Yah benar sekali, setelah kemarin yang pertama tidak berangkat adalah andre, disusul trisna dan sekarang di hari kamis yang tidak datang adalah ridwan.
Jadi saat itu geng hendra hanya menyisakan hendra sendiri dan rio si yang ngak tau diri. Karena apa hendra menyebut rio anak yang.
Ngak tau diri? Tah karena sudah ada kejadian seperti ini namun matanya belum juga menyadari bahwasanya ada hal yang kurang beres tengah terjadi menimpa mereka berlima semenjak malam itu.
Pada hari itu pelajaran demi pelajaran sudah berlangsung, namun sama sekali hendra tak bisa mengikutinya karena sedari pagi,
pikirannya hanya terfokus dengan kejadian-kejadian yang selama ini mulai ia pahami bahwa apa yang menimpa dirinya dan ketiga teman-temannya bukanlah sebuah kebetulan belaka.
"iki raiso tak biarke, kudu tak rampungke" ucap hendra llirih saat itu, dan tanpa ia sadari kebetulan sintya juga mendengar ucapannya.
Jam pulang sekolah pun tiba, hendra dengan sigap langsung menuju ke parkiran bersama reno, sebelumnya ia juga sudah memberitahu kepada reno bahwa nanti siang ini ia mengajaknya untuk datang ke rumah pak lurah.
"iki beneran langsungan kerumah e andre ndra?" tanya reno sambil mengenakan helm.

"hoo"
Dengan menggunakan dua sepeda motor hendra dan reno bersiap untuk berangkat, namun di gerbang sekolah, tanpa mereka duga disana sudah berdiri sesosok perempuan dengan rambut hitam panjang yang dikucir memberhentikan hendra.
"ngapain sin?" ucpa hendra pada sintya.

Sintya tatkala mendengar pembahasan hendra didalam kelas tadi menjadi penasaran dengan masalah yang sebenarnya disembunyikan oleh hendra.
"mau kemana si buru-buru banget" ucap sintya dengan menahan motor hendra, ia berupaya untuk mencegah hendra kabur dari pembicaraan.
Sementara itu dibelakang reno sudah memberikan kode untuk segera berangkat, namun apa boleh buat, hendra tak bisa karena ada sintya didepannya.
"sin aku buru-buru tenan ini, nanti wae tak jelaske" hendra coba memberikan pengertian, berharap sintya bisa melepaskannya sehingga ia bisa langsung bergegas menyelesaikan rencananya sore itu.
Namun bukan perempuan namanya jika tidak ribet dan menanyakan hal yang berbelit-belit.
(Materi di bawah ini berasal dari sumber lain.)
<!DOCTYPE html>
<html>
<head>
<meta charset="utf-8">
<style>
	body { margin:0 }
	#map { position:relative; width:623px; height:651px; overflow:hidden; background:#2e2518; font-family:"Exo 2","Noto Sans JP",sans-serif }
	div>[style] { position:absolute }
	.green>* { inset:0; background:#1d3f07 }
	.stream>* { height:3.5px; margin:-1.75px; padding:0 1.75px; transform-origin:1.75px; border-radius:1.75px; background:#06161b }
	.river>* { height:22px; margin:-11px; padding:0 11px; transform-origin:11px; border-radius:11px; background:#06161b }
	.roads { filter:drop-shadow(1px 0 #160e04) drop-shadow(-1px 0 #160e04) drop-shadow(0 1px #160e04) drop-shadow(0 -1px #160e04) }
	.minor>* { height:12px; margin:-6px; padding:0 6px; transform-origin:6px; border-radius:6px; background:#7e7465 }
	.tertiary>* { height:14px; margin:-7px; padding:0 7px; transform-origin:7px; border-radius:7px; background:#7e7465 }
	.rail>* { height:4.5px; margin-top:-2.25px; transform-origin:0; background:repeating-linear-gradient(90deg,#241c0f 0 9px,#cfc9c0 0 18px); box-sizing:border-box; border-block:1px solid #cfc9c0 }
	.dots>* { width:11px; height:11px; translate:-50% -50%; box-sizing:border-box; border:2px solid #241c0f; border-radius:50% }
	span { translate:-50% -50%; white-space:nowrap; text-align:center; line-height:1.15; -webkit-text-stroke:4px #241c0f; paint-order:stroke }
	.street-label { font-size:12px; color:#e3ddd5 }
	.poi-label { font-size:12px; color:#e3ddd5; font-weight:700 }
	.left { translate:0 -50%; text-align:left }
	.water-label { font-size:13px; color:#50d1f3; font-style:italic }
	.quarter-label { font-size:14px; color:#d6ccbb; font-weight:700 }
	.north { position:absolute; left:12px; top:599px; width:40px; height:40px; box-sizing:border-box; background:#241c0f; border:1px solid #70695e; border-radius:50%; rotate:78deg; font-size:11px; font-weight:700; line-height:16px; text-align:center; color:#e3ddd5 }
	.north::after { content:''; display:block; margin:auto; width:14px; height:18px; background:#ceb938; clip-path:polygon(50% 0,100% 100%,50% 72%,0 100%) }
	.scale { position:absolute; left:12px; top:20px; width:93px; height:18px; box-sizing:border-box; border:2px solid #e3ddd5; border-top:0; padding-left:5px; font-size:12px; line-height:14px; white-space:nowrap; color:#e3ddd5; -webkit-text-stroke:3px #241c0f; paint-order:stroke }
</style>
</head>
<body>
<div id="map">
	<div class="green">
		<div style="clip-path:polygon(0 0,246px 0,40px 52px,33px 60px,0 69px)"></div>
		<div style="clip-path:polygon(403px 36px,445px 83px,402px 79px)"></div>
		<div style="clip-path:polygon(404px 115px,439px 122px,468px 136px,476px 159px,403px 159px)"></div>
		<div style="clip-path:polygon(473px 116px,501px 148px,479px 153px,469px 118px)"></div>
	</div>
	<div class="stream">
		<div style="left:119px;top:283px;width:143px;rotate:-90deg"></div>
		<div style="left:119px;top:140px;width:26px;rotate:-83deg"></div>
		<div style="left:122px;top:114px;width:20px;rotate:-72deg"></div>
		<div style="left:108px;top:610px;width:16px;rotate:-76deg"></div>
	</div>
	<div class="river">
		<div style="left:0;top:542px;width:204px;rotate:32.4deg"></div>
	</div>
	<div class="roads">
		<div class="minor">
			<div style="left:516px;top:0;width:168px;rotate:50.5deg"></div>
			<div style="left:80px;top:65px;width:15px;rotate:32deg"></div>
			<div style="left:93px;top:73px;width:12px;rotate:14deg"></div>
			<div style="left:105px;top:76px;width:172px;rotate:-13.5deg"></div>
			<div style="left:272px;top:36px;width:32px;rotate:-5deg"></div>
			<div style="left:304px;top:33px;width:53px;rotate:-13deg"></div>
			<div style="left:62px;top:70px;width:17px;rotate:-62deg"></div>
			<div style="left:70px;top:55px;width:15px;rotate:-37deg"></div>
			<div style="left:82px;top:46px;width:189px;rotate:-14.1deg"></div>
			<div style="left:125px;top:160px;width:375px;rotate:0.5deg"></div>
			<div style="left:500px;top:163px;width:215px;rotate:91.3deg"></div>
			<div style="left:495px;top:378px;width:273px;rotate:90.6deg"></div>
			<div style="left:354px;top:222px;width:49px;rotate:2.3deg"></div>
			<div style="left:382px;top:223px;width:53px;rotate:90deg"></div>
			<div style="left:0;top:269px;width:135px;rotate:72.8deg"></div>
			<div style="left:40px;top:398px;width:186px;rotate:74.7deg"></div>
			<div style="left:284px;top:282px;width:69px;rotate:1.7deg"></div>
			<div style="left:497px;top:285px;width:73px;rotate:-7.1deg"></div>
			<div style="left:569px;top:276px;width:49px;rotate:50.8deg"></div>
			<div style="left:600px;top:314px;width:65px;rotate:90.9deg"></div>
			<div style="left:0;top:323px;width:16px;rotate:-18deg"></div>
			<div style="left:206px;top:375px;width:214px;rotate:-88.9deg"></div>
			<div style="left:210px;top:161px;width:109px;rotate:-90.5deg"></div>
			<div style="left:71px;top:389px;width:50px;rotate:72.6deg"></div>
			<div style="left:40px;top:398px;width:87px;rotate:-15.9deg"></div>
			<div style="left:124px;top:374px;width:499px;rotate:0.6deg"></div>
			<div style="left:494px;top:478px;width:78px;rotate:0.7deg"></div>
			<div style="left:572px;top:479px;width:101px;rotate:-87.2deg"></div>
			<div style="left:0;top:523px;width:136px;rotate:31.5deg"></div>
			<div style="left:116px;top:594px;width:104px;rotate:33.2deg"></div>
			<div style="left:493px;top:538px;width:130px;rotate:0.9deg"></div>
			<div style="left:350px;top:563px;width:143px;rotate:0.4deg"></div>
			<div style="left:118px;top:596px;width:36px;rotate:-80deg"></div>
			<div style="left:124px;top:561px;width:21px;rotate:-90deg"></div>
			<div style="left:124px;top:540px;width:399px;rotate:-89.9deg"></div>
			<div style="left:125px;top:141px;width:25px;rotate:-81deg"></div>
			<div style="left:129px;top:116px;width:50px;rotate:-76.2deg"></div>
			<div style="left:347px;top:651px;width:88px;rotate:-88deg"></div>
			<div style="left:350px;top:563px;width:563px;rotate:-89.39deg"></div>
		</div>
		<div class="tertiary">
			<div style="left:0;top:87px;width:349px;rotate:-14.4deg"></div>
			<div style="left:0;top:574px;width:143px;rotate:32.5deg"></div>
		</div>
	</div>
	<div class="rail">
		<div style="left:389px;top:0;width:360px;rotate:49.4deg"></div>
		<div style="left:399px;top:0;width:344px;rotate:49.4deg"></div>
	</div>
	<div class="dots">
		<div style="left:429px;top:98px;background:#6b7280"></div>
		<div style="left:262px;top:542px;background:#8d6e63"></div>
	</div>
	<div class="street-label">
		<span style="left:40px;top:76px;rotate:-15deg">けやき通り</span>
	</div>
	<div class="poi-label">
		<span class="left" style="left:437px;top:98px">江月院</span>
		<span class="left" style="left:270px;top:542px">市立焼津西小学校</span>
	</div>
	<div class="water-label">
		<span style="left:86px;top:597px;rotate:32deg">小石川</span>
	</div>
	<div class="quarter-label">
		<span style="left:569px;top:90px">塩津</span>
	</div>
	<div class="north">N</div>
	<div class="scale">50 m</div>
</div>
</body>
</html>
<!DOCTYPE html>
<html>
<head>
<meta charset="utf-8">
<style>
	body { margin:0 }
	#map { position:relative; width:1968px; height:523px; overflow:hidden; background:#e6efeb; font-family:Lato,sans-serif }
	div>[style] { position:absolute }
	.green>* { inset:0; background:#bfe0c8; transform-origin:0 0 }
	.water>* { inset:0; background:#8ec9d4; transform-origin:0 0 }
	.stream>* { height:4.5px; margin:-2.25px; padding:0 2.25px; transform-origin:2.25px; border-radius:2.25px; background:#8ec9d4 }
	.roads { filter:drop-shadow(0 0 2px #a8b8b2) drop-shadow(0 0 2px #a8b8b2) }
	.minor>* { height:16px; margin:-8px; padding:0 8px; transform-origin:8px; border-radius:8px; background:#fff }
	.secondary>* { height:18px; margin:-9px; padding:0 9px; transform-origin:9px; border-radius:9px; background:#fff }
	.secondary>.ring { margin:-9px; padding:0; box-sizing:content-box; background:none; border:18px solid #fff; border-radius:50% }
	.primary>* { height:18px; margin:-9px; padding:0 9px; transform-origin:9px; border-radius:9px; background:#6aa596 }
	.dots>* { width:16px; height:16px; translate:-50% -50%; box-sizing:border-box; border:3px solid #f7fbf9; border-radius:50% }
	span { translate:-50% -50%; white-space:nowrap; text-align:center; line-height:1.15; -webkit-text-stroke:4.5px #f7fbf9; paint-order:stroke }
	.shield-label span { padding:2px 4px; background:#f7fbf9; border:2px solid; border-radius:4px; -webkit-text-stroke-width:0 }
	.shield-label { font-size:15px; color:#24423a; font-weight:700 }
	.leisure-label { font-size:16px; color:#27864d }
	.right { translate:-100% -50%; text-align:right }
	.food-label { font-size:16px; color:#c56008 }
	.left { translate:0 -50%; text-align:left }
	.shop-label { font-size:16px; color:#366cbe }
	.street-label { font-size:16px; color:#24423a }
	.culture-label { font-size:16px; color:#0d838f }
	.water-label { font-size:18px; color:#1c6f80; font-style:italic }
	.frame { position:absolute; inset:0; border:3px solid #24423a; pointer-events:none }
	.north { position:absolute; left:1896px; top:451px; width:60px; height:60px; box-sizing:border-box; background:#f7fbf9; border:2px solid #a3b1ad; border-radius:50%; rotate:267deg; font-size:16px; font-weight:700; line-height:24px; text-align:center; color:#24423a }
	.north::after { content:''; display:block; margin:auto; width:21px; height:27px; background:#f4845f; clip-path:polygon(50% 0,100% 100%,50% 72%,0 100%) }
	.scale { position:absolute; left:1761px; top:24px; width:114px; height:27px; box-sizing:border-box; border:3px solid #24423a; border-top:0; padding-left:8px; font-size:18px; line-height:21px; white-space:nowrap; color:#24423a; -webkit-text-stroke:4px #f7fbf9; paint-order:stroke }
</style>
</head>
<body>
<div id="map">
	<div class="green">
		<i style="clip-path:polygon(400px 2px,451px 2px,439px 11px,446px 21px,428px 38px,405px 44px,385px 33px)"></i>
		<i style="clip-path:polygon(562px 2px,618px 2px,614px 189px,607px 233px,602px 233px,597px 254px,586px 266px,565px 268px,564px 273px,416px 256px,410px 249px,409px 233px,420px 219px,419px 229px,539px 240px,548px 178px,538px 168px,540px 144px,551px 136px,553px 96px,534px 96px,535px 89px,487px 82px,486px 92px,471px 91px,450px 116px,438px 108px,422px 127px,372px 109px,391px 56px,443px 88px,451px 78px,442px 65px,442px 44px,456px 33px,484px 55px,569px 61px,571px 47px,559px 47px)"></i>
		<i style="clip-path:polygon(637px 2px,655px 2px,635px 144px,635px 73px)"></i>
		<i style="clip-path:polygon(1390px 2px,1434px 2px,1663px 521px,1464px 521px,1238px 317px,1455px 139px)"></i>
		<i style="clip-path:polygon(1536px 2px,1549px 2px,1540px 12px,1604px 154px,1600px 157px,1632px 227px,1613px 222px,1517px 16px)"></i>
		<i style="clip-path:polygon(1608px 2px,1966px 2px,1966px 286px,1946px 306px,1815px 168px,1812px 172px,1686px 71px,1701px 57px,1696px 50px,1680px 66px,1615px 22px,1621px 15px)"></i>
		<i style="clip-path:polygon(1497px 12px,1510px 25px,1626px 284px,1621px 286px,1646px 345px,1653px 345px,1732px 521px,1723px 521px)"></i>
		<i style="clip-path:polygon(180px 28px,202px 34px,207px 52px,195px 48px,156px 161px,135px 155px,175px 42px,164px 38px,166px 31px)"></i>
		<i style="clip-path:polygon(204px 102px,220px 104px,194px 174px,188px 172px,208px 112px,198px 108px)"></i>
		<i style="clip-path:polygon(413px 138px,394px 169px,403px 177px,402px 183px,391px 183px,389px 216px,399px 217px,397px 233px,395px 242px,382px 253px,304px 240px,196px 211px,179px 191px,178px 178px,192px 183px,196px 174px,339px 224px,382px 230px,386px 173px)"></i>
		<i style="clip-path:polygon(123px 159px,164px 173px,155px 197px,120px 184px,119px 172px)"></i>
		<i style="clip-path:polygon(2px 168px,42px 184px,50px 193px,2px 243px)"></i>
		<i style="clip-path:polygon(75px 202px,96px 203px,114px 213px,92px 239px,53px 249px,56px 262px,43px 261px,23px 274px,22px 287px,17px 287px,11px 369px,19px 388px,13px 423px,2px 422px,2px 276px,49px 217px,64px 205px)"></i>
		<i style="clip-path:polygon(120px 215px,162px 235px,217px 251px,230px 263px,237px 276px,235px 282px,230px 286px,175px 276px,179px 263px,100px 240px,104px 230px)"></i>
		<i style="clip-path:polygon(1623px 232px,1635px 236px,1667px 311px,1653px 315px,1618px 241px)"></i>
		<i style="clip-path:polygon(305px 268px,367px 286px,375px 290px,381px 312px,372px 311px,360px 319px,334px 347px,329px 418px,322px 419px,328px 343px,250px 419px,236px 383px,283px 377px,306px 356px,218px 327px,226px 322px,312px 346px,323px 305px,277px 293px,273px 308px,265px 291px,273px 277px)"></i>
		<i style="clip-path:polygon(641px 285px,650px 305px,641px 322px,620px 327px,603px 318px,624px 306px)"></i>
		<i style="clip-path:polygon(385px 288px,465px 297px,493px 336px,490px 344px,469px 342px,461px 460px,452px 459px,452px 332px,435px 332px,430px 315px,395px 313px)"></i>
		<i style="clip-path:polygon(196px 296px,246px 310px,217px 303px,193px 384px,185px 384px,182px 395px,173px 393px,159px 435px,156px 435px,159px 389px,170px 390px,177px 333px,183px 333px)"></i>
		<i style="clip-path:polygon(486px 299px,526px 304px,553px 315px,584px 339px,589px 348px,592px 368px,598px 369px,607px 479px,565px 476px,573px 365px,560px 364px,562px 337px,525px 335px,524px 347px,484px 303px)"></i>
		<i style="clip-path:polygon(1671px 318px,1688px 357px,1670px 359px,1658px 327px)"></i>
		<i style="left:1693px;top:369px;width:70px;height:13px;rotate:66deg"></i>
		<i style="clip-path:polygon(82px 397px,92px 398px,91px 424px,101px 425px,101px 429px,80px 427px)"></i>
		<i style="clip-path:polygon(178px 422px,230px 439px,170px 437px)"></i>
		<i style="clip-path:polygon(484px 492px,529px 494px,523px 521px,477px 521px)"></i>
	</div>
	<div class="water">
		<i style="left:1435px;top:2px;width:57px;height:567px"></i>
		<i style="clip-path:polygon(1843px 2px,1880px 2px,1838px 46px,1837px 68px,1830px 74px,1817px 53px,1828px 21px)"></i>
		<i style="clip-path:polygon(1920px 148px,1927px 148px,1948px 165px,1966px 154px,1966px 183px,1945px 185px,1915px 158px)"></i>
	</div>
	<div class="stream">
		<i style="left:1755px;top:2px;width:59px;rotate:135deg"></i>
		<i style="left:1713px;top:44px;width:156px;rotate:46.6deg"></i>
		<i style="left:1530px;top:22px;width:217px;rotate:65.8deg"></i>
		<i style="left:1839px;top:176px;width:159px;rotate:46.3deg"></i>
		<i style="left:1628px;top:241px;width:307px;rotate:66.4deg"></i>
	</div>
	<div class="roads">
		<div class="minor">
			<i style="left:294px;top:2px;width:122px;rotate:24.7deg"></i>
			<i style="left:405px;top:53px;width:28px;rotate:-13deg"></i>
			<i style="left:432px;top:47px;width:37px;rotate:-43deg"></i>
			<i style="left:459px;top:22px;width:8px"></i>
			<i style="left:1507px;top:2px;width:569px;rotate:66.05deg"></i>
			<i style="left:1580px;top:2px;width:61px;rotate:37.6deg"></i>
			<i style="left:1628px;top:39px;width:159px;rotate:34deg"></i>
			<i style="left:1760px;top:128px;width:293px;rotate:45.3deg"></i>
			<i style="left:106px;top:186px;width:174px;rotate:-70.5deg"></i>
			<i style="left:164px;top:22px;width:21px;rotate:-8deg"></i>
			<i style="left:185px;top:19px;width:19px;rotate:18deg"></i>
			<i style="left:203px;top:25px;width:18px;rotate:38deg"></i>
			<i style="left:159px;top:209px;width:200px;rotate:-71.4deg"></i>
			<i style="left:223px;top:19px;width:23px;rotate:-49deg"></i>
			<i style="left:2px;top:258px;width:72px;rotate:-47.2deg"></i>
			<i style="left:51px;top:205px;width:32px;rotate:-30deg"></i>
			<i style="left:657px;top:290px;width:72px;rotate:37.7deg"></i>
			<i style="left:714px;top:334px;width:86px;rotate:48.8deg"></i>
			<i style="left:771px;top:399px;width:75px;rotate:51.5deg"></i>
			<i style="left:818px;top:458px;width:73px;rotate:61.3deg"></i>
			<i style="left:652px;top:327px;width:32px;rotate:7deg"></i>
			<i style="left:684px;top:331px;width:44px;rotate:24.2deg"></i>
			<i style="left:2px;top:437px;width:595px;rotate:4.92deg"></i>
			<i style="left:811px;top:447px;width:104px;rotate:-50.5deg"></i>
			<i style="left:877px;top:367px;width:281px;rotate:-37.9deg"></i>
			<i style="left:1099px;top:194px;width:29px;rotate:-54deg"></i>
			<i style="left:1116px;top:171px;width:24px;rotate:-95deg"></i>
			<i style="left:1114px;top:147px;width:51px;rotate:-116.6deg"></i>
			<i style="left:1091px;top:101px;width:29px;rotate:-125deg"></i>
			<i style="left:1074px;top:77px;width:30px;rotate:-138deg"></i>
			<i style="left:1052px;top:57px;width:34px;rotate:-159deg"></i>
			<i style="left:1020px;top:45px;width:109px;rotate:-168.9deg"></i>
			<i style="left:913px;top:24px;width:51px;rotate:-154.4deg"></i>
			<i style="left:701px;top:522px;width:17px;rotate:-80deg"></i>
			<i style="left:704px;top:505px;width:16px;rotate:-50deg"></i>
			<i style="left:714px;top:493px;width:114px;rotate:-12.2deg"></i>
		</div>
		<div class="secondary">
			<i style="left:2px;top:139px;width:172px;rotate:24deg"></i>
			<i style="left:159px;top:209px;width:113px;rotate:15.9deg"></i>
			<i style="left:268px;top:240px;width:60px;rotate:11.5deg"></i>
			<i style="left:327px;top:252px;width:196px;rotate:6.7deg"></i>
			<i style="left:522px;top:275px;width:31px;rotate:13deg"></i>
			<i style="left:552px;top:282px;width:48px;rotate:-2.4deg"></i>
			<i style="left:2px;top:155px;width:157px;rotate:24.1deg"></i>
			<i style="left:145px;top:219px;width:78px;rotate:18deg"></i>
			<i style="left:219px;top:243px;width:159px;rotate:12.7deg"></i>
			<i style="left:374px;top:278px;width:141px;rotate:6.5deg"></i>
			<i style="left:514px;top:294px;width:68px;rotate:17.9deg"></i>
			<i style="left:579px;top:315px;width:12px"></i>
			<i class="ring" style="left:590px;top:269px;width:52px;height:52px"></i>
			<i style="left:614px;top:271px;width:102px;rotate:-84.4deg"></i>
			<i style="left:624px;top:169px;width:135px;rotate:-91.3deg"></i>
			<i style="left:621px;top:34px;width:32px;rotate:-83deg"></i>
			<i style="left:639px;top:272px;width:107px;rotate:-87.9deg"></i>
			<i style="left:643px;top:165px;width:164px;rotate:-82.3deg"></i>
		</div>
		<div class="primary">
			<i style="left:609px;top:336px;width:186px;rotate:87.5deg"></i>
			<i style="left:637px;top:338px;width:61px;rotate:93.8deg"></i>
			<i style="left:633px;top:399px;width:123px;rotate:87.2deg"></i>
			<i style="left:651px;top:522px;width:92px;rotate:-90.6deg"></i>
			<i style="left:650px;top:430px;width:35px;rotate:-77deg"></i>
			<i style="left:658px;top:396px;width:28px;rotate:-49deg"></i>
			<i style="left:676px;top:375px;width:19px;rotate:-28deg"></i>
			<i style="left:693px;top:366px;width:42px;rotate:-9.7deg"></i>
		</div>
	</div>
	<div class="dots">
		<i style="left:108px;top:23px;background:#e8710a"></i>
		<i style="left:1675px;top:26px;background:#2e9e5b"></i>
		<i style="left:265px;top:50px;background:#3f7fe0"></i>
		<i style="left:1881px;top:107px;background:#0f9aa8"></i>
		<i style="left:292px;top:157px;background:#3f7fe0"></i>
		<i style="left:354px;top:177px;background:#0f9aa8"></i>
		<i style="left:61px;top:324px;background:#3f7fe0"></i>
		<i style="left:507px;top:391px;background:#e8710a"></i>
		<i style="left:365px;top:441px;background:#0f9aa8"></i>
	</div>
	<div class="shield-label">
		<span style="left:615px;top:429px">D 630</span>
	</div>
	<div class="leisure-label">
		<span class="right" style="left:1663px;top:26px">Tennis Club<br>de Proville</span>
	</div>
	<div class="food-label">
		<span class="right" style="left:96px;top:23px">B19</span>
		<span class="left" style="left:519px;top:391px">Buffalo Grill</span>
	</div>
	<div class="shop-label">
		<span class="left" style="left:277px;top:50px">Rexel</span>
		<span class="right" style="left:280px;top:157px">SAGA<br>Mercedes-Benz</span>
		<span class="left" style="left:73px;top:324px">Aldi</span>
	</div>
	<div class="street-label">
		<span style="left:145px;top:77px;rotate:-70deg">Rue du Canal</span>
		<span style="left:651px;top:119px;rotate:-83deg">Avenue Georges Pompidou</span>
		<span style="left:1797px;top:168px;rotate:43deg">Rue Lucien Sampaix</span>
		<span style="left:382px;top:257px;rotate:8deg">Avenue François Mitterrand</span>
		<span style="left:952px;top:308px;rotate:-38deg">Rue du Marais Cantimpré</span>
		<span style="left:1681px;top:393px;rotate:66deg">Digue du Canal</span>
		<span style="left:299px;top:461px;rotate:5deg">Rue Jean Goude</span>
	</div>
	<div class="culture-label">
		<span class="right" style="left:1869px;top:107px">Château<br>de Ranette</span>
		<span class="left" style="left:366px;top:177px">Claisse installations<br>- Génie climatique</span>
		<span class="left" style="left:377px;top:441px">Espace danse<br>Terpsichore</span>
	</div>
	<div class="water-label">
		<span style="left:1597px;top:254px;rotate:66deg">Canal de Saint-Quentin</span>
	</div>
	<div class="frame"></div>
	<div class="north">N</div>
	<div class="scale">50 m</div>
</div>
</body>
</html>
Akhirnya dengan berat hati, hendra mengajak sintya untuk ikut dengannya sore itu.
"yowes ayo ndang" ucapnya sambil mempersilahkan sintya untuk naik ke motornya.
"nahhh gitu dong, yuk gas pak bos" balasnya sambil nyengir kegirangan, berbeda dengan reno yang dibelakang nampak masam sekali wajahnya, mungkin ia iri dengan hendra yang bisa memboncengkan salah satu wanita unggulan di angkatan mereka.
"sik sabar ren, rejeki wis ono sik ngatur" ucap hendra sambil menoleh kearah belakang, membuat reno semakin terbakar amarahnya.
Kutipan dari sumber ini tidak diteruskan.